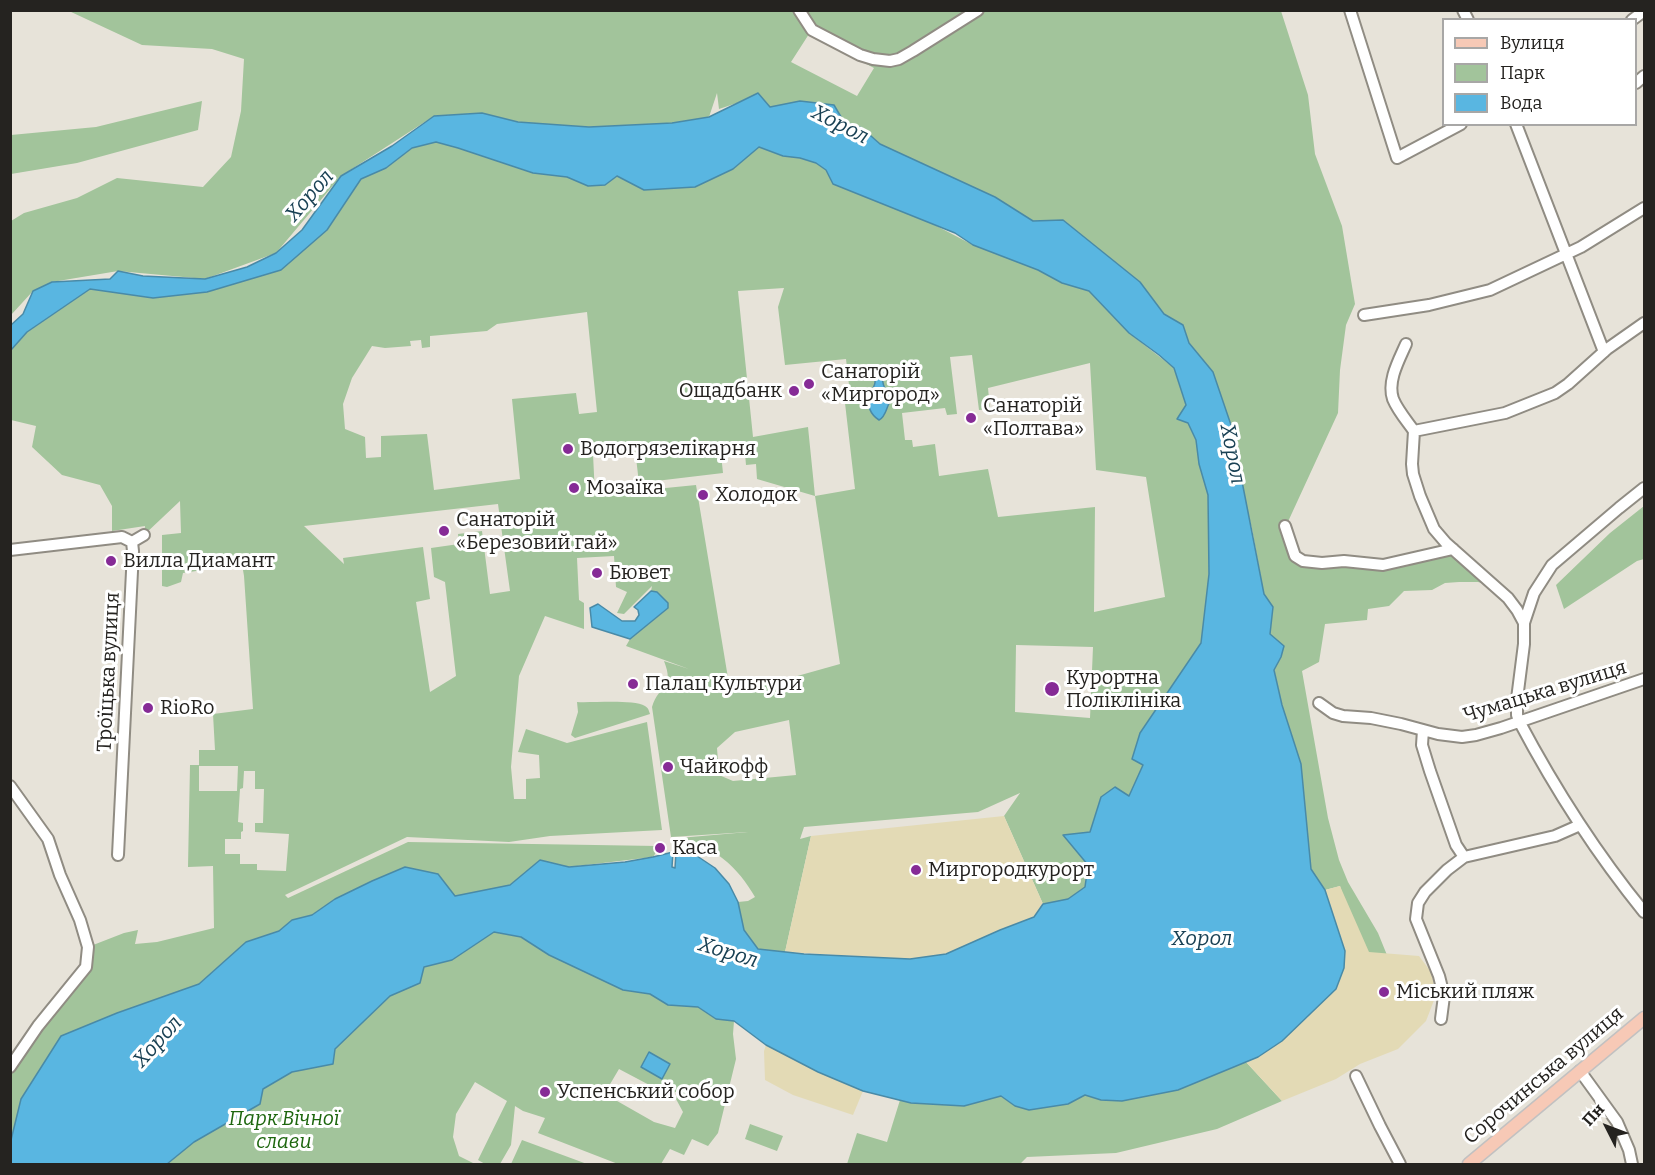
<!DOCTYPE html>
<meta charset="utf-8">
<style>
body{margin:0}
#map{position:relative;width:1655px;height:1175px;overflow:hidden;background:#e7e3d9;font-family:Bitter,serif}
canvas{display:block}
.frame{position:absolute;inset:0;border:12px solid #252320;pointer-events:none}
.legend{position:absolute;left:1442px;top:18px;width:195px;height:108px;box-sizing:border-box;background:#fff;border:2px solid #a8a7a6;margin:0;padding:8px 10px;list-style:none;font-size:18px;color:#252320}
.legend li{display:flex;align-items:center;gap:12px;height:30px}
.legend b{width:30px;border:2px solid #a8a7a6}
.north{position:absolute;left:1577px;top:1097px;width:60px;height:60px;-webkit-text-stroke:4px #fff;paint-order:stroke;rotate:312deg;font-size:16px;font-weight:700;line-height:24px;text-align:center;color:#252320}
.north::after{content:'';display:block;margin:auto;width:21px;height:27px;background:#252320;clip-path:polygon(50% 0,100% 100%,50% 72%,0 100%)}
</style>
<div id="map">
<canvas width="1655" height="1175"></canvas>
<div class="frame"></div>
<ul class="legend">
<li><b style="height:8px;background:#f7c9b6"></b>Вулиця</li>
<li><b style="height:16px;background:#a2c49b"></b>Парк</li>
<li><b style="height:16px;background:#59b6e1"></b>Вода</li>
</ul>
<div class="north">Пн</div>
</div>
<script>
const c = document.querySelector('canvas').getContext('2d');
c.lineJoin = 'round';
function paint(path, color) { c.fillStyle = color; c.fill(path, 'evenodd'); }
function strokePath(path, color, width, dash) { c.strokeStyle = color; c.lineWidth = width; c.lineCap = dash ? 'butt' : 'round'; c.setLineDash(dash || []); c.stroke(path); }
function write(font, color, halo, rows, align = 'center') {
  c.font = font + ' Bitter,serif'; c.lineWidth = 6; c.setLineDash([]); c.textBaseline = 'middle'; c.strokeStyle = halo; c.fillStyle = color; for (const [text, x, y, turn = 0] of rows) {
    c.save(); c.translate(x, y); c.rotate((+turn || 0) * Math.PI / 180); c.textAlign = isNaN(turn) ? turn : align; if (halo) c.strokeText(text, 0, 0); c.fillText(text, 0, 0); c.restore();
  }
}
paint(new Path2D(`
 M 69,11 L 1281,11 L 1308,95 L 1315,154 L 1342,226 L 1355,304 L 1346,325 L 1340,370 L 1338,413 L 1286,526 L 1295,556 L 1383,565 L 1453,549 L 1493,586 L 1478,582 L 1459,582 L 1445,583 L 1432,590 L 1404,591 L 1389,606 L 1368,609 L 1367,620 L 1325,624 L 1319,662 L 1302,671 L 1328,818 L 1339,860 L 1348,882 L 1378,933 L 1389,960 L 1378,1017 L 1340,886 L 1325,890 L 1311,869 L 1307,835 L 1282,705 L 1274,669 L 1281,657 L 1270,634 L 1273,607 L 1264,595 L 1252,529 L 1213,372 L 1189,343 L 1183,325 L 1164,314 L 1140,282 L 1063,220 L 1033,221 L 995,197 L 880,144 L 862,128 L 843,122 L 800,101 L 770,107 L 758,93 L 737,103 L 719,109 L 717,93 L 709,117 L 672,123 L 589,127 L 518,122 L 482,113 L 434,116 L 341,176 L 276,253 L 205,279 L 118,271 L 52,282 L 33,291 L 11,315 L 11,221 L 24,213 L 77,198 L 117,178 L 203,187 L 231,157 L 241,111 L 244,59 L 212,49 L 142,45 ZM 809,34 L 874,68 L 857,96 L 791,62 Z
 M 202,101 L 198,130 L 77,163 L 11,174 L 11,135 L 96,127 Z
 M 436,142 L 458,148 L 533,173 L 567,177 L 588,186 L 605,185 L 617,176 L 644,190 L 733,169 L 759,147 L 783,156 L 800,158 L 816,163 L 973,245 L 1038,270 L 1062,283 L 1089,291 L 1129,333 L 1174,368 L 1186,405 L 1188,423 L 1196,440 L 1208,495 L 1209,574 L 1204,620 L 1201,643 L 1140,733 L 1143,765 L 1129,796 L 1115,788 L 1101,797 L 1090,832 L 1085,887 L 1068,899 L 1043,904 L 1004,816 L 1020,793 L 978,812 L 804,827 L 800,839 L 811,836 L 785,952 L 758,949 L 744,930 L 738,902 L 748,901 L 755,897 C 738,867 713,845 679,838 L 748,832 L 671,837 L 652,707 C 659,684 675,689 664,661 L 689,669 L 626,646 L 630,639 L 668,608 L 657,592 L 651,591 L 652,586 L 624,614 L 617,613 L 627,592 L 616,587 L 614,556 L 577,558 L 579,600 L 584,603 L 584,629 L 545,616 L 519,676 L 511,767 L 514,799 L 526,799 L 526,779 L 540,778 L 539,755 L 518,752 L 526,729 L 567,743 L 647,722 L 662,830 L 550,836 L 509,842 L 407,837 L 285,895 L 288,898 L 408,842 L 657,846 L 657,851 L 653,857 L 569,867 L 540,860 L 510,885 L 455,896 L 438,874 L 335,899 L 312,915 L 292,920 L 279,931 L 246,942 L 199,984 L 117,1013 L 61,1036 L 21,1099 L 11,1140 L 11,1067 L 86,968 L 88,947 L 124,933 L 138,930 L 135,944 L 157,942 L 214,928 L 213,866 L 188,867 L 190,765 L 199,765 L 199,750 L 215,750 L 213,714 L 253,709 L 244,576 L 242,564 L 183,573 L 181,582 L 167,587 L 162,586 L 162,535 L 181,533 L 180,501 L 144,535 L 145,526 L 112,531 L 112,506 L 100,485 L 62,475 L 32,447 L 36,426 L 11,420 L 11,350 L 27,332 L 90,289 L 153,298 L 207,292 L 327,230 L 361,179 L 386,168 L 412,148 ZM 784,288 L 778,307 L 785,365 L 846,359 L 849,385 L 843,386 L 855,489 L 815,496 L 808,427 L 753,437 L 738,291 ZM 587,312 L 597,412 L 579,414 L 576,393 L 512,399 L 520,479 L 434,490 L 427,434 L 381,436 L 381,457 L 366,458 L 365,437 L 345,429 L 343,404 L 352,378 L 372,346 L 385,348 L 411,346 L 410,341 L 421,340 L 422,348 L 430,347 L 430,336 L 487,331 L 497,324 ZM 972,355 L 979,410 L 990,409 L 988,388 L 1090,363 L 1096,470 L 1146,477 L 1165,597 L 1094,612 L 1095,507 L 998,517 L 988,469 L 939,476 L 935,444 L 913,447 L 912,440 L 905,440 L 902,413 L 945,408 L 947,415 L 957,414 L 950,357 ZM 744,442 L 746,465 L 756,464 L 757,479 L 815,496 L 840,664 L 783,680 L 763,683 L 729,684 L 696,485 L 595,495 L 593,454 L 635,449 L 639,483 L 723,473 L 720,445 ZM 498,504 L 510,591 L 490,594 L 482,531 L 458,534 L 459,544 L 431,548 L 434,577 L 445,582 L 456,676 L 430,692 L 416,602 L 430,599 L 423,547 L 343,558 L 344,564 L 304,526 ZM 1016,645 L 1093,647 L 1090,718 L 1015,712 ZM 789,720 L 796,775 L 733,781 L 719,775 L 717,748 L 735,732 ZM 199,766 L 238,766 L 237,791 L 199,791 ZM 244,771 L 255,771 L 255,789 L 264,789 L 263,823 L 255,823 L 255,832 L 289,834 L 286,871 L 257,870 L 257,864 L 240,864 L 240,854 L 225,854 L 225,839 L 241,839 L 241,832 L 243,831 L 243,823 L 238,822 L 240,789 L 243,788 Z
 M 1644,506 L 1644,559 L 1637,561 L 1564,609 L 1556,585 L 1610,533 Z
 M 577,702 C 592,703 633,699 645,706 C 649,709 648,709 650,714 L 575,738 L 571,735 L 578,712 Z
 M 493,932 L 521,937 L 549,955 L 623,990 L 650,994 L 668,1005 L 698,1007 L 716,1019 L 734,1021 L 733,1034 L 736,1059 L 718,1133 L 708,1146 L 692,1139 L 684,1155 L 670,1149 L 661,1164 L 618,1164 L 538,1133 L 545,1118 L 523,1111 L 515,1106 L 511,1145 L 500,1164 L 485,1164 L 478,1160 L 507,1101 L 475,1082 L 456,1114 L 453,1137 L 459,1156 L 475,1164 L 166,1164 L 194,1142 L 260,1104 L 263,1089 L 292,1072 L 333,1064 L 335,1049 L 390,996 L 420,983 L 424,967 L 452,960 ZM 619,1069 L 672,1097 L 675,1092 L 678,1092 L 676,1099 L 683,1112 L 675,1128 L 654,1122 L 589,1085 L 606,1091 Z
 M 1246,1062 L 1282,1101 L 1217,1129 L 1116,1153 L 1027,1157 L 1020,1164 L 847,1164 L 857,1133 L 887,1142 L 900,1100 L 911,1103 L 964,1106 L 1001,1096 L 1015,1106 L 1068,1104 L 1085,1095 L 1101,1100 L 1178,1090 Z
 M 750,1124 L 783,1136 L 777,1151 L 745,1139 Z
 M 522,1140 L 587,1164 L 511,1164 Z`), '#a2c49b');
paint(new Path2D(`
 M 1004,816 L 1043,904 L 1034,917 L 1000,930 L 946,954 L 910,959 L 785,952 L 811,836 Z
 M 1340,886 L 1369,952 L 1419,956 L 1431,972 L 1436,995 L 1426,1021 L 1398,1049 L 1360,1064 L 1336,1079 L 1282,1101 L 1246,1062 L 1258,1057 L 1306,1019 L 1320,1004 L 1345,951 L 1325,890 Z
 M 766,1045 L 818,1072 L 863,1091 L 853,1115 L 793,1095 L 765,1080 L 764,1051 Z`), '#e3dab5');
const water = new Path2D(`
 M 758,93 L 770,107 L 800,101 L 834,105 L 844,122 L 862,128 L 880,144 L 995,197 L 1033,221 L 1063,220 L 1140,282 L 1164,314 L 1183,325 L 1189,343 L 1213,372 L 1231,425 L 1264,594 L 1273,607 L 1270,634 L 1284,646 L 1281,657 L 1274,670 L 1282,705 L 1301,764 L 1311,869 L 1325,890 L 1345,951 L 1344,968 L 1336,989 L 1282,1041 L 1258,1057 L 1178,1090 L 1122,1101 L 1101,1100 L 1085,1095 L 1068,1104 L 1029,1110 L 1015,1106 L 1001,1096 L 964,1106 L 911,1103 L 863,1091 L 818,1072 L 766,1045 L 734,1021 L 716,1019 L 698,1007 L 668,1005 L 650,994 L 623,990 L 549,955 L 521,937 L 494,932 L 452,960 L 424,967 L 420,983 L 390,996 L 335,1049 L 333,1064 L 292,1072 L 263,1089 L 260,1104 L 194,1142 L 167,1164 L 11,1164 L 11,1140 L 21,1099 L 61,1036 L 117,1013 L 199,984 L 246,942 L 279,931 L 292,920 L 312,915 L 335,899 L 372,881 L 405,867 L 438,874 L 455,896 L 510,885 L 540,860 L 569,867 L 625,862 L 653,857 L 673,852 L 672,867 L 675,868 L 676,852 L 697,856 L 715,868 L 729,884 L 738,902 L 744,930 L 758,949 L 804,954 L 910,959 L 946,954 L 1000,930 L 1034,917 L 1043,904 L 1068,899 L 1085,887 L 1088,865 L 1063,835 L 1090,832 L 1101,797 L 1115,787 L 1129,796 L 1143,765 L 1132,759 L 1140,733 L 1201,643 L 1209,574 L 1208,495 L 1199,464 L 1196,440 L 1188,423 L 1177,419 L 1186,405 L 1174,368 L 1159,355 L 1129,333 L 1089,291 L 1062,283 L 1038,270 L 973,245 L 955,233 L 833,184 L 826,170 L 816,163 L 800,158 L 783,156 L 759,147 L 733,169 L 695,187 L 644,190 L 617,176 L 605,185 L 588,186 L 567,177 L 533,173 L 458,148 L 436,142 L 412,148 L 386,168 L 361,179 L 327,230 L 281,270 L 207,292 L 153,298 L 90,289 L 27,332 L 11,350 L 11,325 L 23,314 L 33,291 L 52,282 L 110,279 L 118,271 L 143,276 L 205,279 L 247,267 L 276,253 L 302,230 L 341,176 L 392,146 L 434,116 L 482,113 L 518,122 L 589,127 L 672,123 L 709,117 Z
 M 876,367 L 884,370 C 880,381 884,389 892,399 C 886,405 887,416 879,420 C 871,415 865,404 870,394 C 872,389 876,385 875,380 C 875,376 874,373 872,370 Z
 M 651,591 L 657,592 L 668,603 L 668,608 L 630,639 L 592,627 L 590,608 L 598,604 L 622,621 L 635,621 L 639,615 L 638,610 L 634,607 Z
 M 649,1052 L 670,1064 L 662,1079 L 641,1067 Z`);
paint(water, '#59b6e1');
strokePath(water, '#498aa7', 1.5);
const minor = new Path2D(`
 M 799,10 L 812,30 L 860,55 L 873,59 L 890,61 L 899,59 L 913,51 L 978,10
 M 1350,10 L 1397,158 L 1461,124
 M 1463,10 L 1468,20
 M 1632,20 L 1644,11
 M 1636,83 L 1644,76
 M 1516,124 L 1604,352
 M 1364,315 L 1429,305 L 1490,290 L 1581,247 L 1644,208
 M 1406,344 C 1399,360 1387,381 1393,399 C 1398,411 1407,421 1414,431 L 1412,464 L 1413,474 L 1420,496 L 1434,529 L 1446,543 L 1508,598 L 1517,610 L 1524,623 L 1524,644 L 1517,699 L 1517,715 L 1519,721 C 1555,789 1596,853 1644,912
 M 1414,431 L 1505,413 L 1555,393 L 1568,384 L 1607,349 L 1644,323
 M 1285,526 L 1295,556 L 1303,561 L 1322,563 L 1344,561 L 1383,565 L 1453,549
 M 132,542 L 144,535
 M 10,550 L 122,537 L 132,542 L 133,551 L 118,855
 M 1524,623 L 1534,593 L 1552,565 L 1619,508 L 1644,488
 M 1319,703 L 1333,713 L 1343,716 L 1371,718 L 1401,724 L 1438,734 L 1462,737 L 1476,735 L 1501,728 L 1644,679
 M 1423,730 L 1422,745 L 1430,771 L 1456,845 L 1464,857
 M 10,786 L 48,839 L 60,875 L 80,920 L 88,947 L 86,967 L 38,1026 L 10,1067
 M 1441,1019 L 1444,996 L 1439,976 L 1416,919 L 1418,903 L 1425,892 L 1447,870 L 1464,857 L 1555,836 L 1580,825
 M 1580,1071 L 1617,1122 L 1629,1150 L 1632,1164
 M 1356,1076 L 1380,1126 L 1400,1164`);
const major = new Path2D(`
 M 1469,1164 L 1644,1018`);
strokePath(minor, '#908c83', 14);
strokePath(major, '#c2c1c1', 15);
strokePath(minor, '#fff', 10);
strokePath(major, '#f7c9b6', 12);
for (const [x, y, r, color] of [
 [809,384,6,"#862b96"],
 [794,391,6,"#862b96"],
 [971,418,6,"#862b96"],
 [568,449,6,"#862b96"],
 [574,488,6,"#862b96"],
 [703,495,6,"#862b96"],
 [444,531,6,"#862b96"],
 [111,561,6,"#862b96"],
 [597,573,6,"#862b96"],
 [633,684,6,"#862b96"],
 [1052,689,8,"#862b96"],
 [148,708,6,"#862b96"],
 [668,767,6,"#862b96"],
 [660,848,6,"#862b96"],
 [916,870,6,"#862b96"],
 [1384,992,6,"#862b96"],
 [545,1092,6,"#862b96"]
]) { const dot = new Path2D(); dot.arc(x, y, r, 0, 2 * Math.PI); c.fillStyle = color; c.fill(dot); strokePath(dot, '#fff', 2); }
write('20px', '#252320', '#fff', [
 ["Санаторій",821,372],
 ["«Миргород»",821,395],
 ["Ощадбанк",782,391,"right"],
 ["Санаторій",983,406],
 ["«Полтава»",983,429],
 ["Водогрязелікарня",580,449],
 ["Мозаїка",586,488],
 ["Холодок",715,495],
 ["Санаторій",456,520],
 ["«Березовий гай»",456,543],
 ["Вилла Диамант",123,561],
 ["Бювет",609,573],
 ["Курортна",1066,678],
 ["Поліклініка",1066,701],
 ["Палац Культури",645,684],
 ["RioRo",160,708],
 ["Чайкофф",680,767],
 ["Каса",672,848],
 ["Миргородкурорт",928,870],
 ["Міський пляж",1396,992],
 ["Успенський собор",557,1092]
], 'left');
write('20px', '#252320', '#fff', [
 ["Троїцька вулиця",109,672,-87],
 ["Чумацька вулиця",1545,692,-17],
 ["Сорочинська вулиця",1544,1076,-40]
]);
write('italic 20px', '#1d660e', '#fff', [
 ["Парк Вічної",284,1119],
 ["слави",284,1142]
]);
write('italic 21px', '#194154', '#fff', [
 ["Хорол",840,125,27],
 ["Хорол",310,196,-49],
 ["Хорол",1232,454,79],
 ["Хорол",1202,939],
 ["Хорол",728,953,17],
 ["Хорол",158,1042,-48]
]);
</script>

- Prompt
Find the line with "M 1285,526 L" in the material above. Reproduce it and each line after it up to and including the line with "M 10,786 L 48,839".

- Solution to this task
 M 1285,526 L 1295,556 L 1303,561 L 1322,563 L 1344,561 L 1383,565 L 1453,549
 M 132,542 L 144,535
 M 10,550 L 122,537 L 132,542 L 133,551 L 118,855
 M 1524,623 L 1534,593 L 1552,565 L 1619,508 L 1644,488
 M 1319,703 L 1333,713 L 1343,716 L 1371,718 L 1401,724 L 1438,734 L 1462,737 L 1476,735 L 1501,728 L 1644,679
 M 1423,730 L 1422,745 L 1430,771 L 1456,845 L 1464,857
 M 10,786 L 48,839 L 60,875 L 80,920 L 88,947 L 86,967 L 38,1026 L 10,1067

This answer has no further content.